Let’s now take a look at the adjusted T-accounts and adjusted
trial balance for Printing Plus to see how the information is
transferred from these T-accounts to the adjusted trial balance. We
only focus on those general ledger accounts that had balance
adjustments.
For example, Interest Receivable is an adjusted account that has
a final balance of $140 on the debit side. This balance is
transferred to the Interest Receivable account in the debit column
on the adjusted trial balance. Supplies ($400), Supplies Expense
($100), Salaries Expense ($5,100), and Depreciation
Expense–Equipment ($75) also have debit final balances in their
adjusted T-accounts, so this information will be transferred to the
debit column on the adjusted trial balance. Accumulated
Depreciation–Equipment ($75), Salaries Payable ($1,500), Unearned
Revenue ($3,400), Service Revenue ($10,100), and Interest Revenue
($140) all have credit final balances in their T-accounts. These
credit balances would transfer to the credit column on the adjusted
trial balance.
Once all balances are transferred to the adjusted trial balance,
we sum each of the debit and credit columns. The debit and credit
columns both total $35,715, which means they are equal and in
balance.
After the adjusted trial balance is complete, we next prepare
the company’s financial statements.
THINK IT THROUGH
Cash or Accrual Basis Accounting?
You are a new accountant at a salon.
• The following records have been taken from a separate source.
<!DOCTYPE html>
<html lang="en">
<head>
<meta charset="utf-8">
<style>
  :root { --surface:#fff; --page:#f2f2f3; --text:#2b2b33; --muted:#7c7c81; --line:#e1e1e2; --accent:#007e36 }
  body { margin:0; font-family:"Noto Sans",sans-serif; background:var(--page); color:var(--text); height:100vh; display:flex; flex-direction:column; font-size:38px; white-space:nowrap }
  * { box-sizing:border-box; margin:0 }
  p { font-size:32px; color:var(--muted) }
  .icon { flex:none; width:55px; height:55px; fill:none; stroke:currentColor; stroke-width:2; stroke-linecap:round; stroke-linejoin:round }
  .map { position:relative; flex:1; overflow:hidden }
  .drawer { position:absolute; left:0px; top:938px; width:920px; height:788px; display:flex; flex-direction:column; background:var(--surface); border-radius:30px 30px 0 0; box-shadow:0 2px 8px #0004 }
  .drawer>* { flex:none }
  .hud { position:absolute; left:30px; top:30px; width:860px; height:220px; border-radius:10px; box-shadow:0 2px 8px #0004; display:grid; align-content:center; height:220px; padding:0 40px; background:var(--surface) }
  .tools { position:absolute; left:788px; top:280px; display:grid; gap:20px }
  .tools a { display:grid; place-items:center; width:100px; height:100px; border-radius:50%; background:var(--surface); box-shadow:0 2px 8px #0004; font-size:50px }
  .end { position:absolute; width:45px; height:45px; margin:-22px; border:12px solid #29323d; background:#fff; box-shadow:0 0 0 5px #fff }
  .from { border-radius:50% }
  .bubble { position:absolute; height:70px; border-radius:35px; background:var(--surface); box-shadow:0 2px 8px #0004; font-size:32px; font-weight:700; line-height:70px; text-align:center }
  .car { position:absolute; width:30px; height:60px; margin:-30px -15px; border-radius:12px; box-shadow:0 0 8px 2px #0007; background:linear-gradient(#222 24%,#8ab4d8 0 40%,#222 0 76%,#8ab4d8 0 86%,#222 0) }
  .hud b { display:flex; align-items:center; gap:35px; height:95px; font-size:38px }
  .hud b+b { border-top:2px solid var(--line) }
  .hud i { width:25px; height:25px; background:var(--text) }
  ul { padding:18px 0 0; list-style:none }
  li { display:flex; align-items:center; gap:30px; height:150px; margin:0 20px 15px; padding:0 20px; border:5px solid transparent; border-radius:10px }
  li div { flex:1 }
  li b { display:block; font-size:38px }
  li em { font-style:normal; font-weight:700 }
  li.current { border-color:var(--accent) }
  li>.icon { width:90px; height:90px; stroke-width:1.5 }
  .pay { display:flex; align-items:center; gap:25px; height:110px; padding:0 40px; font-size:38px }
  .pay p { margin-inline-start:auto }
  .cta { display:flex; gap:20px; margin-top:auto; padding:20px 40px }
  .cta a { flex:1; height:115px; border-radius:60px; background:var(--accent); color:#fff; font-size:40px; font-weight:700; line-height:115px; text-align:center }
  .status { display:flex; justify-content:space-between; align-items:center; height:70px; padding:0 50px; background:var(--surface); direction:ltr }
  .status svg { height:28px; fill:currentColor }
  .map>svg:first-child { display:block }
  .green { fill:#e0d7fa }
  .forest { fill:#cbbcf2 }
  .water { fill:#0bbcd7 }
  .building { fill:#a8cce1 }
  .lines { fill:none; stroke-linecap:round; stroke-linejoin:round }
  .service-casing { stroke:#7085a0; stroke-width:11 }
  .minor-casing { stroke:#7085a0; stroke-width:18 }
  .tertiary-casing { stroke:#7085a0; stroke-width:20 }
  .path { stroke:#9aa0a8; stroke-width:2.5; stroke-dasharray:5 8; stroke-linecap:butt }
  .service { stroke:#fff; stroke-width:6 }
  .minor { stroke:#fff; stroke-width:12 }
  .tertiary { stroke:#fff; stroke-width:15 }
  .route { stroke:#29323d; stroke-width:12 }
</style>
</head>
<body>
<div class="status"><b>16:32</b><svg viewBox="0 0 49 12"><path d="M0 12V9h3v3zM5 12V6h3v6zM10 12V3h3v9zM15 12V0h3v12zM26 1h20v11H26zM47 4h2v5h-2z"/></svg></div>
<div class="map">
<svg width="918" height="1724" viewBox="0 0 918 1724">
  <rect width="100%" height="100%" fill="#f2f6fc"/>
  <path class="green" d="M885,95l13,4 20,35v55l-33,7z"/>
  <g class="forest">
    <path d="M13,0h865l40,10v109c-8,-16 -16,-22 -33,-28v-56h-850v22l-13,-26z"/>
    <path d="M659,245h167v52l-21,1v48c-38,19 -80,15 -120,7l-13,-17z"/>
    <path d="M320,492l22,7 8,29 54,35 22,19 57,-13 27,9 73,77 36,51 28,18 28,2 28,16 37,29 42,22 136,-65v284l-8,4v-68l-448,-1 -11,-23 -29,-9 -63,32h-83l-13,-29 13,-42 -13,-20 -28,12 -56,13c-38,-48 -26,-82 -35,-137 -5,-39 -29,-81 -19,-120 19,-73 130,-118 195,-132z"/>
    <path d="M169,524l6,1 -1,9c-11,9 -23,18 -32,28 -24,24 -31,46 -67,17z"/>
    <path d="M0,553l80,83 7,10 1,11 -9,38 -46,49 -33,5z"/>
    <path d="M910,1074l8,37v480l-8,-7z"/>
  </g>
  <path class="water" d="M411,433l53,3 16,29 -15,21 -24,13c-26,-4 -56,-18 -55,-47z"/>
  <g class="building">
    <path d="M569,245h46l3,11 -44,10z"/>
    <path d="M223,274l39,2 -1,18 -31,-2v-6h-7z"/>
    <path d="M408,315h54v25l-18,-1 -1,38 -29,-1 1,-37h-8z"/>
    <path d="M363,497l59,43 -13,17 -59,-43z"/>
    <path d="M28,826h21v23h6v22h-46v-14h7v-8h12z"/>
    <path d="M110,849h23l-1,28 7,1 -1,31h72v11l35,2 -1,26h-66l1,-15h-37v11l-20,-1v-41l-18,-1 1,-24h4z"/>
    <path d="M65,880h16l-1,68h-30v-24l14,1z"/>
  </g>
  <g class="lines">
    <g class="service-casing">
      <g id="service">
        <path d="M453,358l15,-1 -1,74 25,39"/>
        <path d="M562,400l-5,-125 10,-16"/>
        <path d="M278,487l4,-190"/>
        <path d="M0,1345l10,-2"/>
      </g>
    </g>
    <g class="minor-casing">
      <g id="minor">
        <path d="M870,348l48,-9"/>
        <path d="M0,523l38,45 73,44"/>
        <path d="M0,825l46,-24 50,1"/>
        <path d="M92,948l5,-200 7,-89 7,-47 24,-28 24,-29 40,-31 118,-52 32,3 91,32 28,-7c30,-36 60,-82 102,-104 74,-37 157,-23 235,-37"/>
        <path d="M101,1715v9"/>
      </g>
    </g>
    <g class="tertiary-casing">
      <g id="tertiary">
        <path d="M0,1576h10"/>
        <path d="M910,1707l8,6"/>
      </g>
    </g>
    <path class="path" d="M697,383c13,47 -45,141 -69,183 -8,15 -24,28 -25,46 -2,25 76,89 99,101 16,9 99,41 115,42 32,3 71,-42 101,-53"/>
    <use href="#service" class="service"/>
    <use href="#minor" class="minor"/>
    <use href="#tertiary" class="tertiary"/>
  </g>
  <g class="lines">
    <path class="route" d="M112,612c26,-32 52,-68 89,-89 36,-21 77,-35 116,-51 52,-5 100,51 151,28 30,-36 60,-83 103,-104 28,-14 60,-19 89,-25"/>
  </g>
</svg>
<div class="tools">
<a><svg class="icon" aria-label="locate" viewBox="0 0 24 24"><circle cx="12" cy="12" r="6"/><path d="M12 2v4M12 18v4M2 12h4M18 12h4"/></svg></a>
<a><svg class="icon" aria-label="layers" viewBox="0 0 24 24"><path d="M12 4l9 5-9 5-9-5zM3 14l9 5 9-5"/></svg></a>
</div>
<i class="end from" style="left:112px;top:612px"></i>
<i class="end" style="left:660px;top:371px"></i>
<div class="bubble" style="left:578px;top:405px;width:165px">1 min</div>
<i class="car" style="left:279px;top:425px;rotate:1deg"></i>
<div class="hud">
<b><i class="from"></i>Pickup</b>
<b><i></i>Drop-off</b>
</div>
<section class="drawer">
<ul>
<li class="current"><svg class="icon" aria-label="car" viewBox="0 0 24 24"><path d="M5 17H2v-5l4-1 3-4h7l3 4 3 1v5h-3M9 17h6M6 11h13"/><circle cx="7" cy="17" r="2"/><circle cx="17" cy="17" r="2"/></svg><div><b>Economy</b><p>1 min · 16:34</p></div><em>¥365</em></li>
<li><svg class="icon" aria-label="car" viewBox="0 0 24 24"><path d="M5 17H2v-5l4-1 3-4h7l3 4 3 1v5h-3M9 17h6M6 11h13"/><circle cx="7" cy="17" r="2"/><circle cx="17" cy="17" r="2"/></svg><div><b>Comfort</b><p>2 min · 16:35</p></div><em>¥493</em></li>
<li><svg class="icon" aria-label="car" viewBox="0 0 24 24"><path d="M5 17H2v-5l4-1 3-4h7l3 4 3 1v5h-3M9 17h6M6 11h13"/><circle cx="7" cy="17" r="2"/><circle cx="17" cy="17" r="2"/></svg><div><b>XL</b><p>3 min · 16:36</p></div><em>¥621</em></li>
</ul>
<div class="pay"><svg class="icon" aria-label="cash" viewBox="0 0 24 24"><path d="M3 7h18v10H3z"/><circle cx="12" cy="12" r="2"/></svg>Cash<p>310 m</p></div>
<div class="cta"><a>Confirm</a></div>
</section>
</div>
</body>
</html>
The salon had previously
used cash basis accounting to prepare its financial records but now
considers switching to an accrual basis method. You have been
tasked with determining if this transition is appropriate.
When you go through the records you notice that this transition
will greatly impact how the salon reports revenues and expenses.
The salon will now report some revenues and expenses before it
receives or pays cash.
How will change positively impact its business reporting? How
will it negatively impact its business reporting? If you were the
accountant, would you recommend the salon transition from cash
basis to accrual basis?
CONCEPTS IN PRACTICE
Why Is the Adjusted Trial Balance So Important?
As you have learned, the adjusted trial balance is an important
step in the accounting process. But outside of the accounting
department, why is the adjusted trial balance important to the rest
of the organization? An employee or customer may not immediately
see the impact of the adjusted trial balance on his or her
involvement with the company.
The adjusted trial balance is the key point to ensure all debits
and credits are in the general ledger accounts balance before
information is transferred to financial statements. Financial
statements drive decision-making for a business. Budgeting for
employee salaries, revenue expectations, sales prices, expense
reductions, and long-term growth strategies are all impacted by
what is provided on the financial statements.
So if the company skips over creating an adjusted trial balance
to make sure all accounts are balanced or adjusted, it runs the
risk of creating incorrect financial statements and making
important decisions based on inaccurate financial information.